▶ _Prompt_: A faithful transcription of all the records is required.

▶ _Material provided_:
+--
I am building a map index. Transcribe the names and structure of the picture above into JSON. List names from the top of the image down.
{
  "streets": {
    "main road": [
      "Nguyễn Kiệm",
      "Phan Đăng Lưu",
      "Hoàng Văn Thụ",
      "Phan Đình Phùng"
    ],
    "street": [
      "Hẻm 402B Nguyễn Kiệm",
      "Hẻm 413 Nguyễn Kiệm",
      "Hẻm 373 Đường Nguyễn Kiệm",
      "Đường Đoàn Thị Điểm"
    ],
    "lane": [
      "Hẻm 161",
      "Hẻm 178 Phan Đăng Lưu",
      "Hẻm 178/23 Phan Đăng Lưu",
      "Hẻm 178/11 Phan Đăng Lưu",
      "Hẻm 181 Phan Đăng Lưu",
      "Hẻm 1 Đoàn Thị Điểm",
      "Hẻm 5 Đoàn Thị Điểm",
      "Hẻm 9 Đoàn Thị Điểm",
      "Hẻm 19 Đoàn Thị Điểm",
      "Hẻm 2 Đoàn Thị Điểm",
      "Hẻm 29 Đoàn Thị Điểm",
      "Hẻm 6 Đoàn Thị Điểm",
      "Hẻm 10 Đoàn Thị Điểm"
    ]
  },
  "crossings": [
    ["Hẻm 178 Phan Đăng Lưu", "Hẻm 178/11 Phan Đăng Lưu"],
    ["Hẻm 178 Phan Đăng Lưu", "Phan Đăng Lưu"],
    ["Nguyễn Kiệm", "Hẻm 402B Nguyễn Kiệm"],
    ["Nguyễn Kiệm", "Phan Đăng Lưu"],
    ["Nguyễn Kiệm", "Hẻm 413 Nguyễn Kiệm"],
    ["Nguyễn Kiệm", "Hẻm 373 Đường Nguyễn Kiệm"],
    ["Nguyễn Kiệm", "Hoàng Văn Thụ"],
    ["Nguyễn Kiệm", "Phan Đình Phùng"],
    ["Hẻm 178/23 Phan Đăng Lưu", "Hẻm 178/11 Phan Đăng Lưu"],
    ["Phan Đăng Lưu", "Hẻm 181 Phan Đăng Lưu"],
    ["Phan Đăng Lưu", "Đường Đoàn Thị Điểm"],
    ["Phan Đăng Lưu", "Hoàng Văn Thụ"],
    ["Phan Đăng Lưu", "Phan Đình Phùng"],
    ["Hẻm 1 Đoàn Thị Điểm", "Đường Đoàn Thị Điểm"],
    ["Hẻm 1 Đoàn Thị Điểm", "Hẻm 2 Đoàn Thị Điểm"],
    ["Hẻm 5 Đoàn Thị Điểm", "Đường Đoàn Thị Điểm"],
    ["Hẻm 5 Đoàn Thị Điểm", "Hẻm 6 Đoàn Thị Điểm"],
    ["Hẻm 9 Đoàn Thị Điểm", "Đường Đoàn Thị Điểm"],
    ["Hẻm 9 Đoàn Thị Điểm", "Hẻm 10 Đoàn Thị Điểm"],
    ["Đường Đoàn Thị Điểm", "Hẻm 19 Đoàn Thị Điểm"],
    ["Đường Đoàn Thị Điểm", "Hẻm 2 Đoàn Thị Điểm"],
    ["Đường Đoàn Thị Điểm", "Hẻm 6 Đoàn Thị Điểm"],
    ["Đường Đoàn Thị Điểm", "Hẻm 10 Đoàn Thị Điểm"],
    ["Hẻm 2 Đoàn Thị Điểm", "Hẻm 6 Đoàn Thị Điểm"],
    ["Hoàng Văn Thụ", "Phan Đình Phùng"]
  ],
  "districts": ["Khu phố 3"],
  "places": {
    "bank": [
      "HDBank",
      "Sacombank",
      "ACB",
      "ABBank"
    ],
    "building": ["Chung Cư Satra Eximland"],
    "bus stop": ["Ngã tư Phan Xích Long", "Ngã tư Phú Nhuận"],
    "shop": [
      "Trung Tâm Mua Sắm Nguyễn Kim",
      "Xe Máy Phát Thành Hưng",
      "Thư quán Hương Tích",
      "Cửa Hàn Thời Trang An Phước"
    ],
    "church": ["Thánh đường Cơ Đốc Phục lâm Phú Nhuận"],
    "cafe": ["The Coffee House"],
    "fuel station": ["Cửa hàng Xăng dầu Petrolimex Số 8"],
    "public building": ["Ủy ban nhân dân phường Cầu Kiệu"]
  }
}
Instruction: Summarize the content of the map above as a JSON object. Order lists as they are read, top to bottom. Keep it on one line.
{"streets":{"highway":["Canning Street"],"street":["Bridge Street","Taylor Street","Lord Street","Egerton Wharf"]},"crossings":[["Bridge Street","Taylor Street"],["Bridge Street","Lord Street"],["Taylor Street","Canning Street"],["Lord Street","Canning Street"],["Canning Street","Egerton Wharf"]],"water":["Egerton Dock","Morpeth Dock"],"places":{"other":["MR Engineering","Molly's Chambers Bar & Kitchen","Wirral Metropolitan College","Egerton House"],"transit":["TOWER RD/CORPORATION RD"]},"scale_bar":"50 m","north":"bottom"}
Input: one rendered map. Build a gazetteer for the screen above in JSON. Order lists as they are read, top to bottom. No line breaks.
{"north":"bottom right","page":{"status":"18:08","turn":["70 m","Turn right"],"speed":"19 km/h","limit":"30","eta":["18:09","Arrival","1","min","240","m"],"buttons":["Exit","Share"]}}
+--
▶ _Result for this task_:
I am building a map index. Transcribe the names and structure of the picture above into JSON. List names from the top of the image down.
{
  "streets": {
    "main road": [
      "Nguyễn Kiệm",
      "Phan Đăng Lưu",
      "Hoàng Văn Thụ",
      "Phan Đình Phùng"
    ],
    "street": [
      "Hẻm 402B Nguyễn Kiệm",
      "Hẻm 413 Nguyễn Kiệm",
      "Hẻm 373 Đường Nguyễn Kiệm",
      "Đường Đoàn Thị Điểm"
    ],
    "lane": [
      "Hẻm 161",
      "Hẻm 178 Phan Đăng Lưu",
      "Hẻm 178/23 Phan Đăng Lưu",
      "Hẻm 178/11 Phan Đăng Lưu",
      "Hẻm 181 Phan Đăng Lưu",
      "Hẻm 1 Đoàn Thị Điểm",
      "Hẻm 5 Đoàn Thị Điểm",
      "Hẻm 9 Đoàn Thị Điểm",
      "Hẻm 19 Đoàn Thị Điểm",
      "Hẻm 2 Đoàn Thị Điểm",
      "Hẻm 29 Đoàn Thị Điểm",
      "Hẻm 6 Đoàn Thị Điểm",
      "Hẻm 10 Đoàn Thị Điểm"
    ]
  },
  "crossings": [
    ["Hẻm 178 Phan Đăng Lưu", "Hẻm 178/11 Phan Đăng Lưu"],
    ["Hẻm 178 Phan Đăng Lưu", "Phan Đăng Lưu"],
    ["Nguyễn Kiệm", "Hẻm 402B Nguyễn Kiệm"],
    ["Nguyễn Kiệm", "Phan Đăng Lưu"],
    ["Nguyễn Kiệm", "Hẻm 413 Nguyễn Kiệm"],
    ["Nguyễn Kiệm", "Hẻm 373 Đường Nguyễn Kiệm"],
    ["Nguyễn Kiệm", "Hoàng Văn Thụ"],
    ["Nguyễn Kiệm", "Phan Đình Phùng"],
    ["Hẻm 178/23 Phan Đăng Lưu", "Hẻm 178/11 Phan Đăng Lưu"],
    ["Phan Đăng Lưu", "Hẻm 181 Phan Đăng Lưu"],
    ["Phan Đăng Lưu", "Đường Đoàn Thị Điểm"],
    ["Phan Đăng Lưu", "Hoàng Văn Thụ"],
    ["Phan Đăng Lưu", "Phan Đình Phùng"],
    ["Hẻm 1 Đoàn Thị Điểm", "Đường Đoàn Thị Điểm"],
    ["Hẻm 1 Đoàn Thị Điểm", "Hẻm 2 Đoàn Thị Điểm"],
    ["Hẻm 5 Đoàn Thị Điểm", "Đường Đoàn Thị Điểm"],
    ["Hẻm 5 Đoàn Thị Điểm", "Hẻm 6 Đoàn Thị Điểm"],
    ["Hẻm 9 Đoàn Thị Điểm", "Đường Đoàn Thị Điểm"],
    ["Hẻm 9 Đoàn Thị Điểm", "Hẻm 10 Đoàn Thị Điểm"],
    ["Đường Đoàn Thị Điểm", "Hẻm 19 Đoàn Thị Điểm"],
    ["Đường Đoàn Thị Điểm", "Hẻm 2 Đoàn Thị Điểm"],
    ["Đường Đoàn Thị Điểm", "Hẻm 6 Đoàn Thị Điểm"],
    ["Đường Đoàn Thị Điểm", "Hẻm 10 Đoàn Thị Điểm"],
    ["Hẻm 2 Đoàn Thị Điểm", "Hẻm 6 Đoàn Thị Điểm"],
    ["Hoàng Văn Thụ", "Phan Đình Phùng"]
  ],
  "districts": ["Khu phố 3"],
  "places": {
    "bank": [
      "HDBank",
      "Sacombank",
      "ACB",
      "ABBank"
    ],
    "building": ["Chung Cư Satra Eximland"],
    "bus stop": ["Ngã tư Phan Xích Long", "Ngã tư Phú Nhuận"],
    "shop": [
      "Trung Tâm Mua Sắm Nguyễn Kim",
      "Xe Máy Phát Thành Hưng",
      "Thư quán Hương Tích",
      "Cửa Hàn Thời Trang An Phước"
    ],
    "church": ["Thánh đường Cơ Đốc Phục lâm Phú Nhuận"],
    "cafe": ["The Coffee House"],
    "fuel station": ["Cửa hàng Xăng dầu Petrolimex Số 8"],
    "public building": ["Ủy ban nhân dân phường Cầu Kiệu"]
  }
}
Instruction: Summarize the content of the map above as a JSON object. Order lists as they are read, top to bottom. Keep it on one line.
{"streets":{"highway":["Canning Street"],"street":["Bridge Street","Taylor Street","Lord Street","Egerton Wharf"]},"crossings":[["Bridge Street","Taylor Street"],["Bridge Street","Lord Street"],["Taylor Street","Canning Street"],["Lord Street","Canning Street"],["Canning Street","Egerton Wharf"]],"water":["Egerton Dock","Morpeth Dock"],"places":{"other":["MR Engineering","Molly's Chambers Bar & Kitchen","Wirral Metropolitan College","Egerton House"],"transit":["TOWER RD/CORPORATION RD"]},"scale_bar":"50 m","north":"bottom"}
Input: one rendered map. Build a gazetteer for the screen above in JSON. Order lists as they are read, top to bottom. No line breaks.
{"north":"bottom right","page":{"status":"18:08","turn":["70 m","Turn right"],"speed":"19 km/h","limit":"30","eta":["18:09","Arrival","1","min","240","m"],"buttons":["Exit","Share"]}}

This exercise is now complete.